Collected data:

_ _ _ _ _ _ _

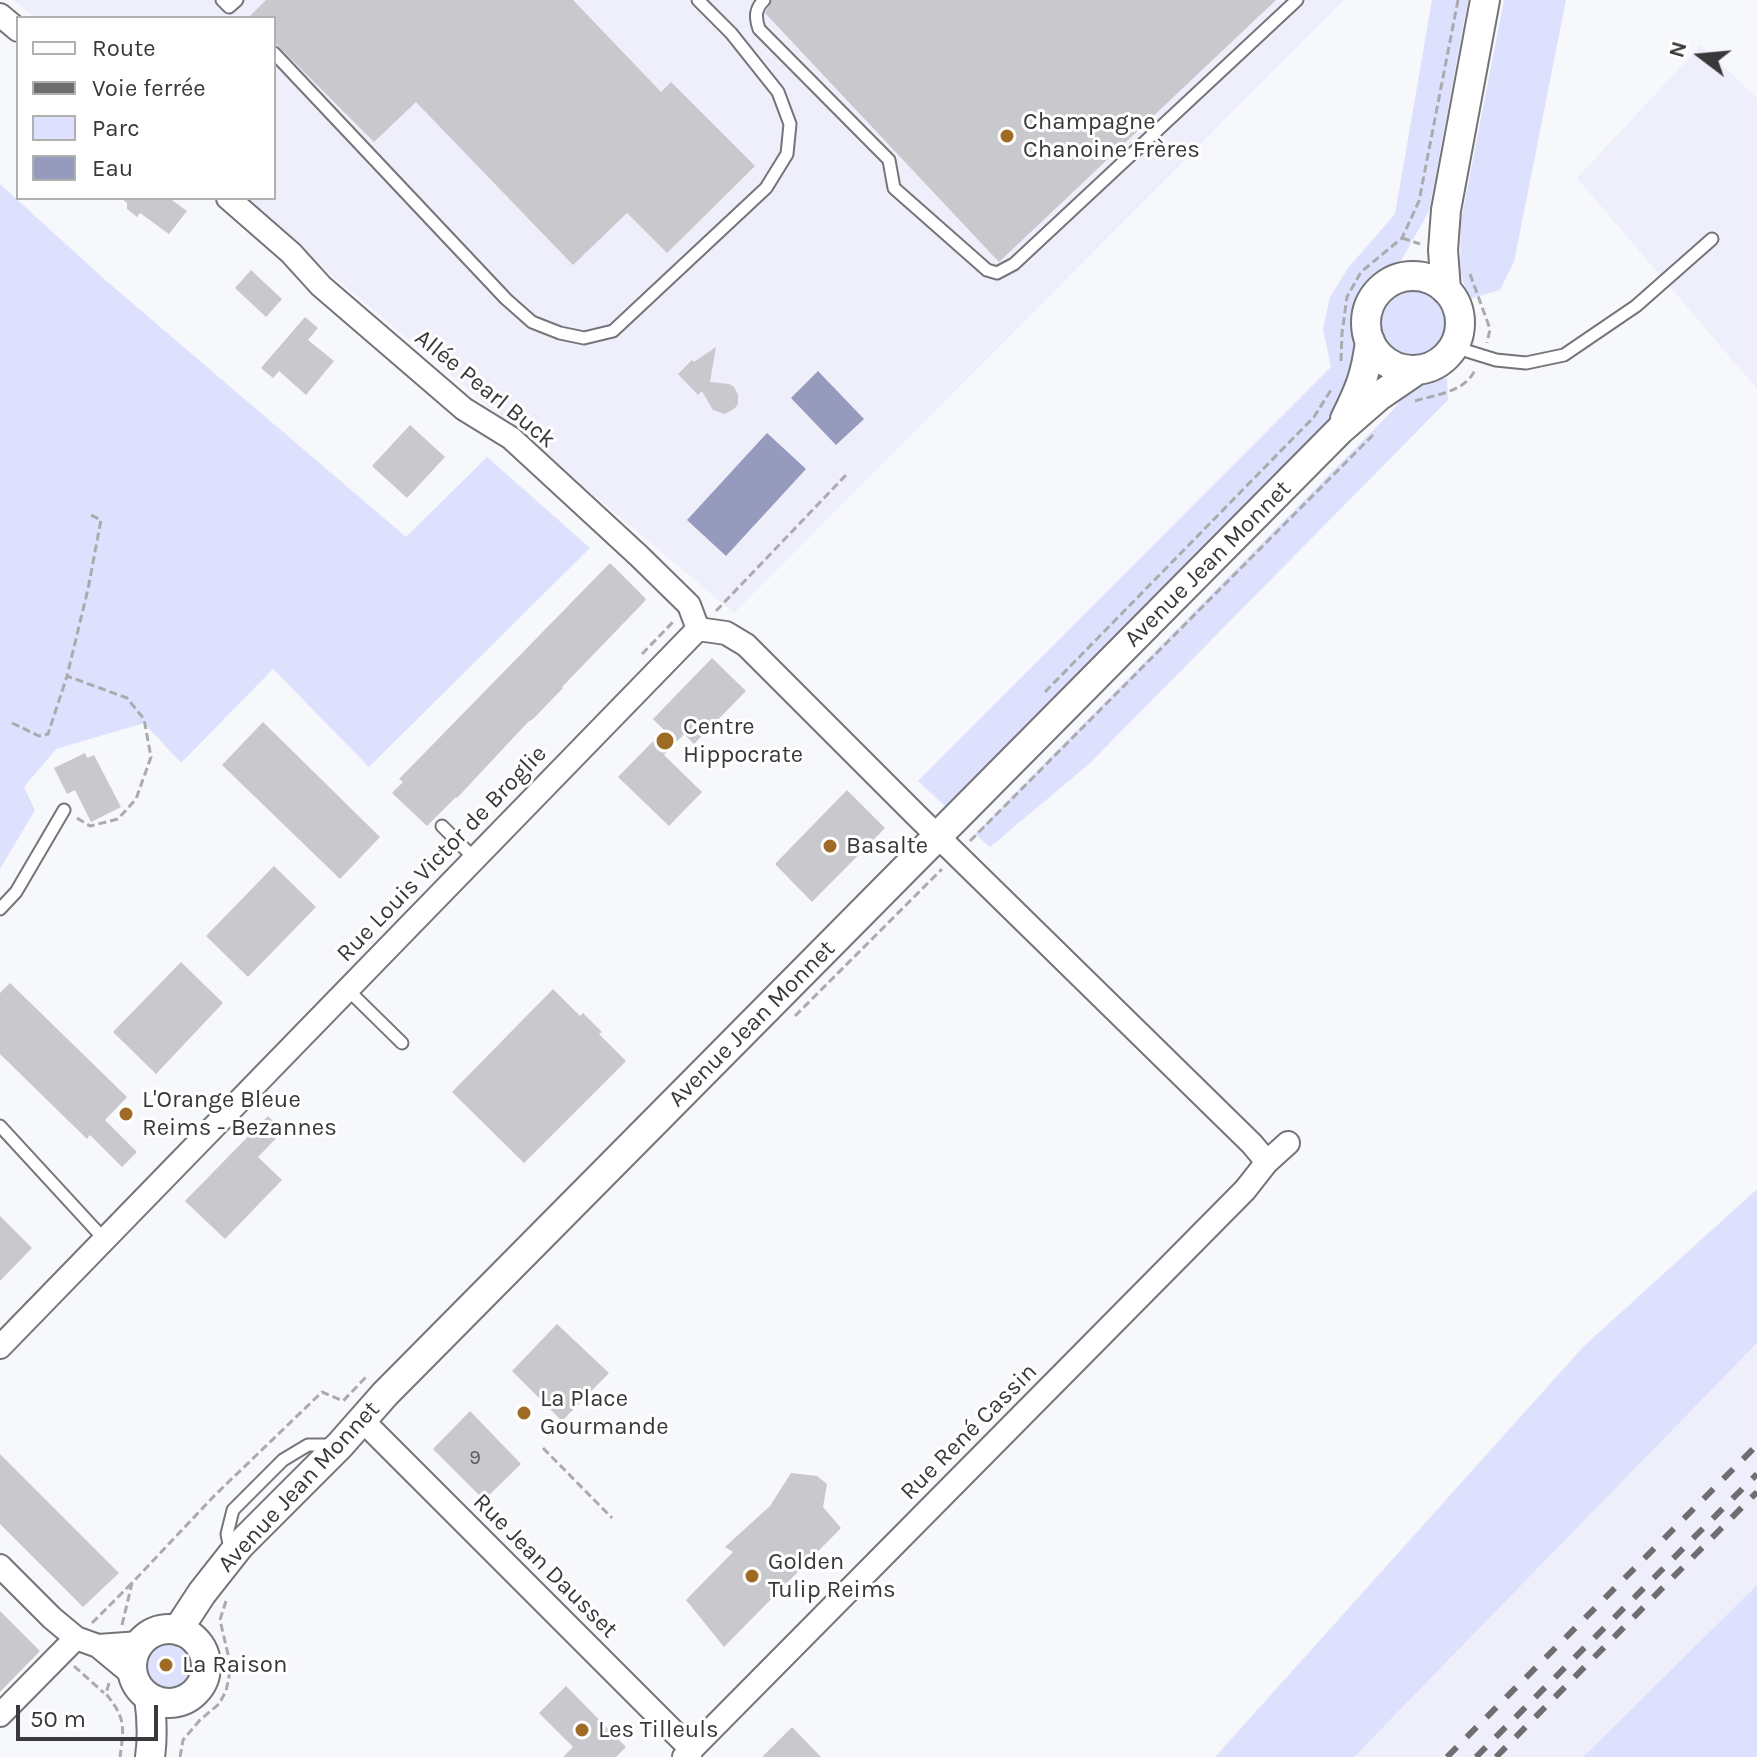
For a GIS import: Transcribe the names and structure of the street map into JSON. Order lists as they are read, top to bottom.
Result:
{
  "streets": {
    "street": [
      "Allée Pearl Buck",
      "Avenue Jean Monnet",
      "Rue Louis Victor de Broglie",
      "Rue René Cassin",
      "Rue Jean Dausset"
    ]
  },
  "crossings": [
    ["Allée Pearl Buck", "Rue Louis Victor de Broglie"],
    ["Avenue Jean Monnet", "Rue Jean Dausset"],
    ["Rue René Cassin", "Rue Jean Dausset"]
  ],
  "places": [
    "Champagne Chanoine Frères",
    "Centre Hippocrate",
    "Basalte",
    "L'Orange Bleue Reims - Bezannes",
    "La Place Gourmande",
    "Golden Tulip Reims",
    "La Raison",
    "Les Tilleuls"
  ],
  "house_numbers": ["9"],
  "legend": [
    "Route",
    "Voie ferrée",
    "Parc",
    "Eau"
  ],
  "scale_bar": "50 m",
  "north": "left"
}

_ _ _ _ _ _ _

— Work order —
Return each line above exactly; any pictures are to be skipped.

— Solution for this task —
For a GIS import: Transcribe the names and structure of the street map into JSON. Order lists as they are read, top to bottom.
Result:
{
  "streets": {
    "street": [
      "Allée Pearl Buck",
      "Avenue Jean Monnet",
      "Rue Louis Victor de Broglie",
      "Rue René Cassin",
      "Rue Jean Dausset"
    ]
  },
  "crossings": [
    ["Allée Pearl Buck", "Rue Louis Victor de Broglie"],
    ["Avenue Jean Monnet", "Rue Jean Dausset"],
    ["Rue René Cassin", "Rue Jean Dausset"]
  ],
  "places": [
    "Champagne Chanoine Frères",
    "Centre Hippocrate",
    "Basalte",
    "L'Orange Bleue Reims - Bezannes",
    "La Place Gourmande",
    "Golden Tulip Reims",
    "La Raison",
    "Les Tilleuls"
  ],
  "house_numbers": ["9"],
  "legend": [
    "Route",
    "Voie ferrée",
    "Parc",
    "Eau"
  ],
  "scale_bar": "50 m",
  "north": "left"
}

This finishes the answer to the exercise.